The Minimum Dietary Diversity (MDD) indicator for children is a simple population-level assessment method for tracking diet quality among children 6–23 month of age. Large-scale surveys routinely collect MDD using two types of 24-hour dietary recall methods: a list-based recall method in which a list of food items is read to the respondent who indicates what the child consumed the previous day and night, and a multiple-pass recall method that comprises an open recall, followed by a list of items in food groups not mentioned in the open recall, followed by “Other solid, semi-solid, or soft food?” probes.
However, it is not known to what extent MDD for children, when constructed from these methods, is accurate when compared to the MDD calculated from an observation. USAID Advancing Nutrition conducted a study in representative samples of children 6 to 23 months of age in the Feed the Future Phase I Zone of Influence in Cambodia and Zambia.
Data for each child participant were collected over two consecutive days. On the first day, a child’s food intake was observed for an entire day and recorded. On the subsequent day, the child’s primary caregiver was interviewed twice to recall the child’s dietary intake from day one using list-based and multiple pass open recall methods—one in the morning, the other in the afternoon, in a randomly assigned order. The MDD indicator was thus estimated three times.

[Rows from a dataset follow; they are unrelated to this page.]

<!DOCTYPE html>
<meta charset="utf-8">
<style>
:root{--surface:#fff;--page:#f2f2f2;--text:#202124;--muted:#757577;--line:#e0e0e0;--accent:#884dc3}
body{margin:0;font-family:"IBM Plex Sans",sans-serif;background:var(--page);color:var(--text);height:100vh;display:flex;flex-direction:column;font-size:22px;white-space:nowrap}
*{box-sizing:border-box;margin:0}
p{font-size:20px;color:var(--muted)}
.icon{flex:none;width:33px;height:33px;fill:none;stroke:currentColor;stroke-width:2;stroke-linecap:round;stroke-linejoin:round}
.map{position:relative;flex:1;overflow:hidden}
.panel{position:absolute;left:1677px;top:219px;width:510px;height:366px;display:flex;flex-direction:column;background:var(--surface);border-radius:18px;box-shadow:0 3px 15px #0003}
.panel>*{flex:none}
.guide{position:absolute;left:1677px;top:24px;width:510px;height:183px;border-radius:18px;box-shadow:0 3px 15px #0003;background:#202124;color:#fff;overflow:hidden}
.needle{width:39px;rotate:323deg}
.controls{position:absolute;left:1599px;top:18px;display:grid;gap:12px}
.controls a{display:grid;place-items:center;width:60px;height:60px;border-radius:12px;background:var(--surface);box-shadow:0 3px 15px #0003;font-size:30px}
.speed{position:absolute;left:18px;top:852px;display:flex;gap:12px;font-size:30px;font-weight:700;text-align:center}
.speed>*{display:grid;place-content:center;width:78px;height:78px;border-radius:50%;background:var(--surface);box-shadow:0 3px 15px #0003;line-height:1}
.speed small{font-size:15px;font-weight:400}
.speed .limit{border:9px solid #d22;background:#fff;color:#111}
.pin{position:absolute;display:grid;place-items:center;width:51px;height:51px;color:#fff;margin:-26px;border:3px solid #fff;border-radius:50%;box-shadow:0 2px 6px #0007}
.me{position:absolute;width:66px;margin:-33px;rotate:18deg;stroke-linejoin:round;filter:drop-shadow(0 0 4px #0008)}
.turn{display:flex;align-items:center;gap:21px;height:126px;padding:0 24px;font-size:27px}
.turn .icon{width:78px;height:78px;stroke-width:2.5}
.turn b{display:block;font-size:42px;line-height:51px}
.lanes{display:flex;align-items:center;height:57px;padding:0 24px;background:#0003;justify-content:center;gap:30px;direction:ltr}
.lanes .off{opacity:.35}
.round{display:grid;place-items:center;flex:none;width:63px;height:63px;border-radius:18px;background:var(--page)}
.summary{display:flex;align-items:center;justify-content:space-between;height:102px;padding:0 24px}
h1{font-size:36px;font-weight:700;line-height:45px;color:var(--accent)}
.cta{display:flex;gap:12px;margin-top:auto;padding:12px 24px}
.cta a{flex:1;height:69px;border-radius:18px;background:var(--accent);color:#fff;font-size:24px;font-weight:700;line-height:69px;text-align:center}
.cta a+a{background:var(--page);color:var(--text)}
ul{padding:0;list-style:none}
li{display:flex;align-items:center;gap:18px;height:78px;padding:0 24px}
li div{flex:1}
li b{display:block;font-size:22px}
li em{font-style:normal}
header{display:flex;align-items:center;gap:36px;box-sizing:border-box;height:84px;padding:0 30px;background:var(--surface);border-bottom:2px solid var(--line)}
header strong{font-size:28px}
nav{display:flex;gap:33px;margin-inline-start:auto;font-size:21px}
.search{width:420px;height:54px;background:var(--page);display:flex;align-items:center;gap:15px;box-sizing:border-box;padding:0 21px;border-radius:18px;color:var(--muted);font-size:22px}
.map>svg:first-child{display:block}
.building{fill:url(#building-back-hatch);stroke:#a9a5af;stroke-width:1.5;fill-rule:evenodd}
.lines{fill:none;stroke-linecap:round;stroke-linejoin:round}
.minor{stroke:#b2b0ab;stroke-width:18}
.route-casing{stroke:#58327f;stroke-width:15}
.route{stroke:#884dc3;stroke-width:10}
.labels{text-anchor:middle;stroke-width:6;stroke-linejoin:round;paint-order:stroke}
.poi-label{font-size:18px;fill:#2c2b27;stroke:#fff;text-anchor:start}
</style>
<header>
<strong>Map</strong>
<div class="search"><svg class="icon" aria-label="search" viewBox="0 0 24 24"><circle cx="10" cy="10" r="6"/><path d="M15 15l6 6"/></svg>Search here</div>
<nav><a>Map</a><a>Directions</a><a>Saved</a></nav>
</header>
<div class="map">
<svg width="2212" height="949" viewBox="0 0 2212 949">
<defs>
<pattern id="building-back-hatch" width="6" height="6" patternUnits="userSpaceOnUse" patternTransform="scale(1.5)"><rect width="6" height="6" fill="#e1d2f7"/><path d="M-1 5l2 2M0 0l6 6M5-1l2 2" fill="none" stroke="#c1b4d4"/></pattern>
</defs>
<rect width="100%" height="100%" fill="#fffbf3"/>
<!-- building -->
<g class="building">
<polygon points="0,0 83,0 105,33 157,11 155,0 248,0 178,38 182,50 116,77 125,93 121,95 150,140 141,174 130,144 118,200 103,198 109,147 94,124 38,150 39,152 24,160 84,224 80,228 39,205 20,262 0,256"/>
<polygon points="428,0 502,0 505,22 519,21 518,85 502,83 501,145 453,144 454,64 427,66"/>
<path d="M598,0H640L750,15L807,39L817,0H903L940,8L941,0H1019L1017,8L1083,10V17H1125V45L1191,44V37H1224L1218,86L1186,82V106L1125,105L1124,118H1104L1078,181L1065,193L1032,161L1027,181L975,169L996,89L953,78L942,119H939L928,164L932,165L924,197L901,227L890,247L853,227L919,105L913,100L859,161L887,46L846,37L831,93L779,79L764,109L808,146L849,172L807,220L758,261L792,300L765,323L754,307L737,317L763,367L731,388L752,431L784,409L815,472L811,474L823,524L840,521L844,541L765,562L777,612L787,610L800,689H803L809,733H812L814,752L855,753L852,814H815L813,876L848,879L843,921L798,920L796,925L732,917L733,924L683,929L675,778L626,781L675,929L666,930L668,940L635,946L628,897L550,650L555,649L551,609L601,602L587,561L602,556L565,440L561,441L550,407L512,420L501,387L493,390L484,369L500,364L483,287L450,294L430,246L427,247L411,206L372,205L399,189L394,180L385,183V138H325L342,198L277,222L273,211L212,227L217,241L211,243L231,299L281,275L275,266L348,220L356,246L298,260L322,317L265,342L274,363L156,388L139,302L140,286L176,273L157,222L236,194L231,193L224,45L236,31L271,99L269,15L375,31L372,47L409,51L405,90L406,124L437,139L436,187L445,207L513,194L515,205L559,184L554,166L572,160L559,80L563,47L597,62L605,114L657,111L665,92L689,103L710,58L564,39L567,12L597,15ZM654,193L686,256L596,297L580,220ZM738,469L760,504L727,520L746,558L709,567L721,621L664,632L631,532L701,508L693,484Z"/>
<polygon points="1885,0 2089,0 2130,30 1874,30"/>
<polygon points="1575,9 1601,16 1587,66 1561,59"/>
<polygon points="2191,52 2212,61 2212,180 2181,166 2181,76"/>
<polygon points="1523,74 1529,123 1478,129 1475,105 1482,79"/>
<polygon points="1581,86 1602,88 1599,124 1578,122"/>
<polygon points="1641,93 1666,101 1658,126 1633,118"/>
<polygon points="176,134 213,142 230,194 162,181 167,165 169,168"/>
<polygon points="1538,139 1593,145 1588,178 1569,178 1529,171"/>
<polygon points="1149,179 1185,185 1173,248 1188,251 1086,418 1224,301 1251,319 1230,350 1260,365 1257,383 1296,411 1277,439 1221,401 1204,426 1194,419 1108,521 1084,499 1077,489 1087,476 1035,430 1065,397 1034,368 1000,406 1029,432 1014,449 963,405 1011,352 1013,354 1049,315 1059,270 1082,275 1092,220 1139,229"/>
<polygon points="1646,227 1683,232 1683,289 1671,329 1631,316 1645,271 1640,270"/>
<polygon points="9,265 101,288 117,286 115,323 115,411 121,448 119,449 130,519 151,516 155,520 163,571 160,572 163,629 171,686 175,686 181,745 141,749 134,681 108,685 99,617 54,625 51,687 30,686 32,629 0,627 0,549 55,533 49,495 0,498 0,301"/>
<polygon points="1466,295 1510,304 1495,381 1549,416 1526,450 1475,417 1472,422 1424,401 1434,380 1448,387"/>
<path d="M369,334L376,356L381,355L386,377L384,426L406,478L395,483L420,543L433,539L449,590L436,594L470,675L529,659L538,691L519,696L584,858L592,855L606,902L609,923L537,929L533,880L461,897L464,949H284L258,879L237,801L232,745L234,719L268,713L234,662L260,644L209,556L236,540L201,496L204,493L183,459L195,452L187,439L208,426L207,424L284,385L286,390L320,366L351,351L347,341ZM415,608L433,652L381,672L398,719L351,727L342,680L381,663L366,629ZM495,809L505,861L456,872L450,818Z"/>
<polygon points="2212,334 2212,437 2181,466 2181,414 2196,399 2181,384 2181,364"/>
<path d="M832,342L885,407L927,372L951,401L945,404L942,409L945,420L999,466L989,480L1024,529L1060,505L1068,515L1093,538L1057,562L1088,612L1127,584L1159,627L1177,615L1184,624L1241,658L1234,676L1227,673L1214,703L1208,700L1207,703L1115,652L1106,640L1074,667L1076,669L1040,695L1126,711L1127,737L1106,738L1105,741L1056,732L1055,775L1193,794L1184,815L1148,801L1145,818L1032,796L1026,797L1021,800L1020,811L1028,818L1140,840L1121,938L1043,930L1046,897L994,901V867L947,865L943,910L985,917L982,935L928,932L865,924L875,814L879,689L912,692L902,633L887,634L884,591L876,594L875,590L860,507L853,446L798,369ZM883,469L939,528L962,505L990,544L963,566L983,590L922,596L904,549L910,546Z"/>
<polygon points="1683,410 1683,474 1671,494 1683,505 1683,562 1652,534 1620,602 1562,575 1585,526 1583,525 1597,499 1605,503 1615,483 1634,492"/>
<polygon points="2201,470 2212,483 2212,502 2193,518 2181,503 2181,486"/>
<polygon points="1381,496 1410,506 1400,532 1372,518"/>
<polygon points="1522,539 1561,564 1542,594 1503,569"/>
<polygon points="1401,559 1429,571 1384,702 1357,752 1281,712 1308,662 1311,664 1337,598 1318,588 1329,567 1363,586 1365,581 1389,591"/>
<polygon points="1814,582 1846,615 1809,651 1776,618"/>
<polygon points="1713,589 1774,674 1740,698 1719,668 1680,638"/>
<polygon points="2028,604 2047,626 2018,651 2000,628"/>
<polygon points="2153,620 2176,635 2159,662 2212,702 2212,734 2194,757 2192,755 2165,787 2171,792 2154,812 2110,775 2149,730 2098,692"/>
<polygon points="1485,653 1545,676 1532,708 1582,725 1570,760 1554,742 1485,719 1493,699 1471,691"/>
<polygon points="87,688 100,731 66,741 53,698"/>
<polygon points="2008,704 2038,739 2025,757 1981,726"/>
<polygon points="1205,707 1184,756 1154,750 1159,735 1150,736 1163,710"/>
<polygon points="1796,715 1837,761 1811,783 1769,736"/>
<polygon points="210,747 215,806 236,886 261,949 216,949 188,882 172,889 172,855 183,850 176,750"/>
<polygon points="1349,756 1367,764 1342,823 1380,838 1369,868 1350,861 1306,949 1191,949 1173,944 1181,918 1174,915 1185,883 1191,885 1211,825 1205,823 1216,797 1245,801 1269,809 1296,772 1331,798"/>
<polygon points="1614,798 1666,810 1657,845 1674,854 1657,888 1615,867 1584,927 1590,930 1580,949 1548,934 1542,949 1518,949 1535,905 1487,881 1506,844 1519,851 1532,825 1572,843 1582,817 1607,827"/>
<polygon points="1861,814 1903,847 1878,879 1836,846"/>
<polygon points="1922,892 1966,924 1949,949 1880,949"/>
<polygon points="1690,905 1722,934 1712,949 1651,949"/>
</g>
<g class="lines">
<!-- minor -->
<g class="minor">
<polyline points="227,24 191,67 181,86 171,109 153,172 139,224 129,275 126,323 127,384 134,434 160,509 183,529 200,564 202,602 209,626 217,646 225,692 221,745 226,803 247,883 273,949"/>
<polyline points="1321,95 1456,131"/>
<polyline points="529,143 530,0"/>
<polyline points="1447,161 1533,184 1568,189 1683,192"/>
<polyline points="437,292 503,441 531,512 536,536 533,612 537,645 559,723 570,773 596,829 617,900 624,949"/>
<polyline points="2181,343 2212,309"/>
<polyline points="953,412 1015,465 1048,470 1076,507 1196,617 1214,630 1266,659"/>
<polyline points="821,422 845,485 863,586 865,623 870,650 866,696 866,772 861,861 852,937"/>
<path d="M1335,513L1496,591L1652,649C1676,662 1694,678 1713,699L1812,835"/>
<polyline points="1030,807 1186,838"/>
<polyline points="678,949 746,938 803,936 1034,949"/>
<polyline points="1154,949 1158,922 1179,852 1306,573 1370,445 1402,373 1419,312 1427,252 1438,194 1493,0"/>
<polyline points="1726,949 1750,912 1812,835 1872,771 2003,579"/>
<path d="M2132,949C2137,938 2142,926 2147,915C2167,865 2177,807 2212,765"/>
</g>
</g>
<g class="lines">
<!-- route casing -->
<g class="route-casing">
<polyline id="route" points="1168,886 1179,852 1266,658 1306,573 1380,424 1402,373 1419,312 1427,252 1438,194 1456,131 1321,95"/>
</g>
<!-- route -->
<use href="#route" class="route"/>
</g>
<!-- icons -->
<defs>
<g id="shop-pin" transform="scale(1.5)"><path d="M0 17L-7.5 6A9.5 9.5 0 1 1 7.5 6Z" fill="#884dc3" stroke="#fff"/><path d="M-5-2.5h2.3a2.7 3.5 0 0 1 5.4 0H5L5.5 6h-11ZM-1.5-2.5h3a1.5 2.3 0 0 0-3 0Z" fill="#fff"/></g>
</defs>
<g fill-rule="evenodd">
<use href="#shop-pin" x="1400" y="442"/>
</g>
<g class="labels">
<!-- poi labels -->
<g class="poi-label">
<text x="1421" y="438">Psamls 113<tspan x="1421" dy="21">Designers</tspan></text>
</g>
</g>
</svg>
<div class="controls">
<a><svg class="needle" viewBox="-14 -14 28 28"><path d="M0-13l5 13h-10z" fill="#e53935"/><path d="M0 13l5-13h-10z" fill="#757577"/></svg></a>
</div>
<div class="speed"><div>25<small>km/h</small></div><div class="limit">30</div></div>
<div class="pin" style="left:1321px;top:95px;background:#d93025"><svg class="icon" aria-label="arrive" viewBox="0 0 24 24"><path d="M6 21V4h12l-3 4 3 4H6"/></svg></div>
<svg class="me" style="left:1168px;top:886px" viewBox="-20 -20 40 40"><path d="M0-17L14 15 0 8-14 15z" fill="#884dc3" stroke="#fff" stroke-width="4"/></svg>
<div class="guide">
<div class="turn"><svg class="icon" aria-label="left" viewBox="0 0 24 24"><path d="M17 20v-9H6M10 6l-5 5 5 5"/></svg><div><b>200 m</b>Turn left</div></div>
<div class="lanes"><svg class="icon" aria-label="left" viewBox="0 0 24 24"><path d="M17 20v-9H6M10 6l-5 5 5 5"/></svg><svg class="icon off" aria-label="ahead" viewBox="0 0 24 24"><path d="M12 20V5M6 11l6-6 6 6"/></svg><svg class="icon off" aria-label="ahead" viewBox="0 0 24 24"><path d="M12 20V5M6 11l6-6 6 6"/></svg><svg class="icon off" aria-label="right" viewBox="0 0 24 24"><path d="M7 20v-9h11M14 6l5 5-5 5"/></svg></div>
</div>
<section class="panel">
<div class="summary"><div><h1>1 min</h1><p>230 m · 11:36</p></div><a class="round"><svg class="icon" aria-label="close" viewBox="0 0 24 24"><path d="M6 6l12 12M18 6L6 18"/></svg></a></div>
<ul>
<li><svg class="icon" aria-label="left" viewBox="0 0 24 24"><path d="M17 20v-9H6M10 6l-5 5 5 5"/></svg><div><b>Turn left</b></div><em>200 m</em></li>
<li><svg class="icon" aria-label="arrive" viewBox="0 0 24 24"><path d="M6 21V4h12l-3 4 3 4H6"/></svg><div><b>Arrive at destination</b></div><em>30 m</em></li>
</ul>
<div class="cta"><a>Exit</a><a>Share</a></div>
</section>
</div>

We found that the MDD estimations from both recall methods (list-based and multiple pass open recall) over-estimated the observed value. Estimations from both recall methods were statistically equivalent to the observed MDD in Cambodia (30.8 percent and 36.7 versus 29.4 percent) but neither were statistically equivalent in Zambia (62.3 percent and 68.4 versus 58.2 percent). Both methods were equivalent to the observation in identifying most food groups and highly sensitive, although the multiple-pass method accurately classified a higher proportion of children meeting MDD than the list-based method in both countries (93.7 percent versus 78.6 percent in Cambodia, 90.0 versus 80.4 percent in Zambia). Both methods were highly specific in Cambodia but not in Zambia. The list-based recall method produced slightly more accurate estimates of MDD at the population level, took less time to administer, and was less costly to implement.
Results were presented during a webinar in May 2023, and at NUTRITION 2023, the American Society for Nutrition’s annual flagship meeting. A manuscript including an innovative analysis of the cost-accuracy comparison of the two methods, is forthcoming.
A second study examined what subsequent passes add in a multiple pass recall. The first pass overestimated MDD in Cambodia and underestimated it in Zambia. Subsequent passes did not add information that changed the MDD estimate in Cambodia, while changes to the estimates in Zambia led to overestimation of MDD. For both countries, most food groups added in subsequent passes were accurate in only half or fewer reports compared to the observation. Given the low percentage of respondents adding new food groups in subsequent passes and the low accuracy of those additions, organizations that prefer the comprehensive approach to dietary data collection offered by the open recall in the multiple pass method may be able to proceed with just an open recall and forgo subsequent passes to collect information. That approach could save time preparing data collection materials, training enumerators, and analyzing data, while supporting data quality with fewer data cleaning and analysis steps. However, researchers should test such an approach with a small sample before adopting it.